Data Loss Prevention
Cloudflare Data Loss Prevention (DLP) allows you to scan your web traffic and SaaS applications for the presence of sensitive data such as social security numbers and credit card numbers.
Data-in-transit
Data Loss Prevention complements Secure Web Gateway to detect sensitive data transferred in HTTP requests. DLP scans the entire HTTP body, which may include uploaded or downloaded files, chat messages, forms, and other web content. Visibility varies depending on the site or application. DLP does not scan non-HTTP traffic such as email, nor does it scan any traffic that bypasses Cloudflare Gateway (for example, traffic that matches a Do Not Inspect rule).

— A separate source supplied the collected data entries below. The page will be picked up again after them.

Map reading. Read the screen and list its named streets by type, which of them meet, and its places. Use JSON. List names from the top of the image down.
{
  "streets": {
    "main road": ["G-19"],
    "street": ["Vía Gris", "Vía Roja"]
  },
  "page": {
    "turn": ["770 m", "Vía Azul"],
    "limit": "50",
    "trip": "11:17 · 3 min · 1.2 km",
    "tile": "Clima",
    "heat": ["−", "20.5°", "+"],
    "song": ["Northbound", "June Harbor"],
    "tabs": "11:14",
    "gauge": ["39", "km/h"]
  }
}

To get started, refer to Scan HTTP traffic with DLP.
Data-at-rest
Data Loss Prevention complements Cloudflare CASB to detect sensitive data stored in your SaaS applications. Unlike data-in-transit scans which read files sent through Cloudflare Gateway, CASB retrieves files directly via API. Therefore, Gateway and WARP settings (such as Do Not Inspect and Split Tunnel rules) will not affect data-at-rest scans.

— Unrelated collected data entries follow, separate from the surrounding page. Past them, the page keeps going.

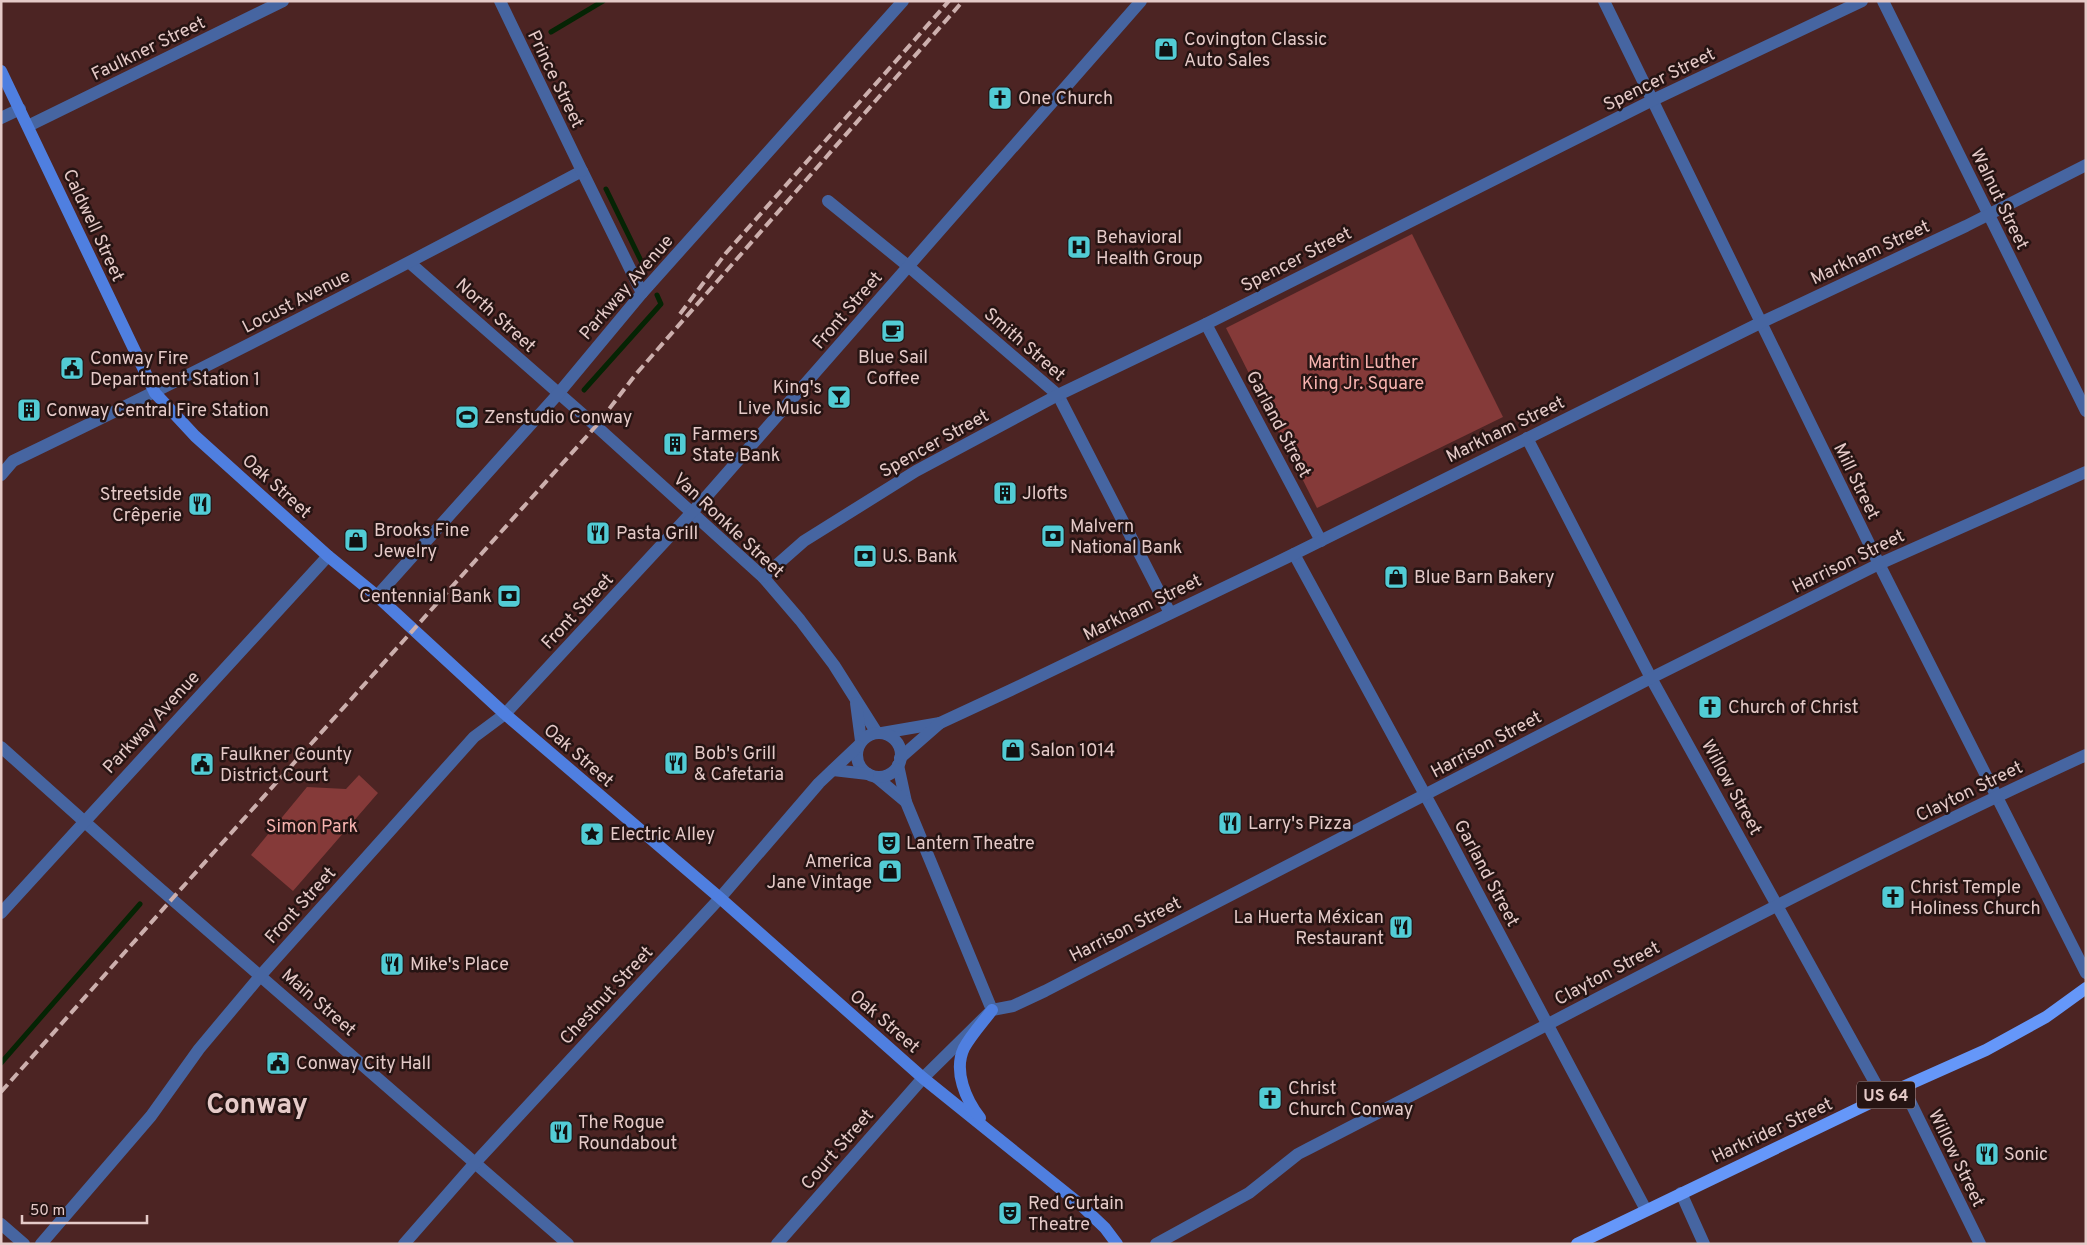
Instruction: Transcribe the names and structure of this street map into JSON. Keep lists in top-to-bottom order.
{
  "streets": {
    "main road": [
      "Caldwell Street",
      "Oak Street",
      "US 64",
      "Harkrider Street"
    ],
    "street": [
      "Faulkner Street",
      "Prince Street",
      "Spencer Street",
      "Walnut Street",
      "Markham Street",
      "Parkway Avenue",
      "Locust Avenue",
      "Front Street",
      "North Street",
      "Smith Street",
      "Garland Street",
      "Mill Street",
      "Van Ronkle Street",
      "Harrison Street",
      "Willow Street",
      "Clayton Street",
      "Chestnut Street",
      "Main Street",
      "Court Street"
    ]
  },
  "crossings": [
    ["Faulkner Street", "Caldwell Street"],
    ["Prince Street", "Locust Avenue"],
    ["Spencer Street", "Smith Street"],
    ["Spencer Street", "Garland Street"],
    ["Spencer Street", "Mill Street"],
    ["Spencer Street", "Van Ronkle Street"],
    ["Walnut Street", "Markham Street"],
    ["Caldwell Street", "Locust Avenue"],
    ["Caldwell Street", "Oak Street"],
    ["Markham Street", "Smith Street"],
    ["Markham Street", "Garland Street"],
    ["Markham Street", "Mill Street"],
    ["Markham Street", "Van Ronkle Street"],
    ["Markham Street", "Willow Street"],
    ["Markham Street", "Chestnut Street"],
    ["Parkway Avenue", "North Street"],
    ["Parkway Avenue", "Oak Street"],
    ["Parkway Avenue", "Van Ronkle Street"],
    ["Parkway Avenue", "Main Street"],
    ["Locust Avenue", "North Street"],
    ["Locust Avenue", "Oak Street"],
    ["Front Street", "Smith Street"],
    ["Front Street", "Oak Street"],
    ["Front Street", "Van Ronkle Street"],
    ["Front Street", "Main Street"],
    ["North Street", "Van Ronkle Street"],
    ["Garland Street", "Harrison Street"],
    ["Garland Street", "Clayton Street"],
    ["Garland Street", "Harkrider Street"],
    ["Mill Street", "Harrison Street"],
    ["Mill Street", "Clayton Street"],
    ["Oak Street", "Harrison Street"],
    ["Oak Street", "Chestnut Street"],
    ["Oak Street", "Court Street"],
    ["Van Ronkle Street", "Chestnut Street"],
    ["Harrison Street", "Willow Street"],
    ["Willow Street", "Clayton Street"],
    ["Willow Street", "Harkrider Street"],
    ["Chestnut Street", "Main Street"]
  ],
  "districts": ["Conway"],
  "parks": ["Martin Luther King Jr. Square", "Simon Park"],
  "places": {
    "shop": [
      "Covington Classic Auto Sales",
      "Brooks Fine Jewelry",
      "Blue Barn Bakery",
      "Salon 1014",
      "America Jane Vintage"
    ],
    "church": [
      "One Church",
      "Church of Christ",
      "Christ Temple Holiness Church",
      "Christ Church Conway"
    ],
    "hospital": ["Behavioral Health Group"],
    "cafe": ["Blue Sail Coffee"],
    "public building": ["Conway Fire Department Station 1", "Faulkner County District Court", "Conway City Hall"],
    "bar": ["King's Live Music"],
    "building": ["Conway Central Fire Station", "Farmers State Bank", "Jlofts"],
    "sports": ["Zenstudio Conway"],
    "restaurant": [
      "Streetside Crêperie",
      "Pasta Grill",
      "Bob's Grill & Cafetaria",
      "Larry's Pizza",
      "La Huerta Méxican Restaurant",
      "Mike's Place",
      "The Rogue Roundabout",
      "Sonic"
    ],
    "bank": ["Malvern National Bank", "U.S. Bank", "Centennial Bank"],
    "place": ["Electric Alley"],
    "theatre": ["Lantern Theatre", "Red Curtain Theatre"]
  },
  "scale_bar": "50 m"
}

To get started, refer to our CASB documentation.
Supported file types
Formats
- Text and CSV
- Microsoft Office 2007 and later (
.docx
,.xlsx,
.pptx
) - ZIP files containing the above
Size
The maximum file size is 100 MB. Size limitation is assessed against the file after unzipping. ZIP files can be recursively compressed a maximum of 10 times.
Feature availability
Data Loss Prevention is only available on Enterprise plans.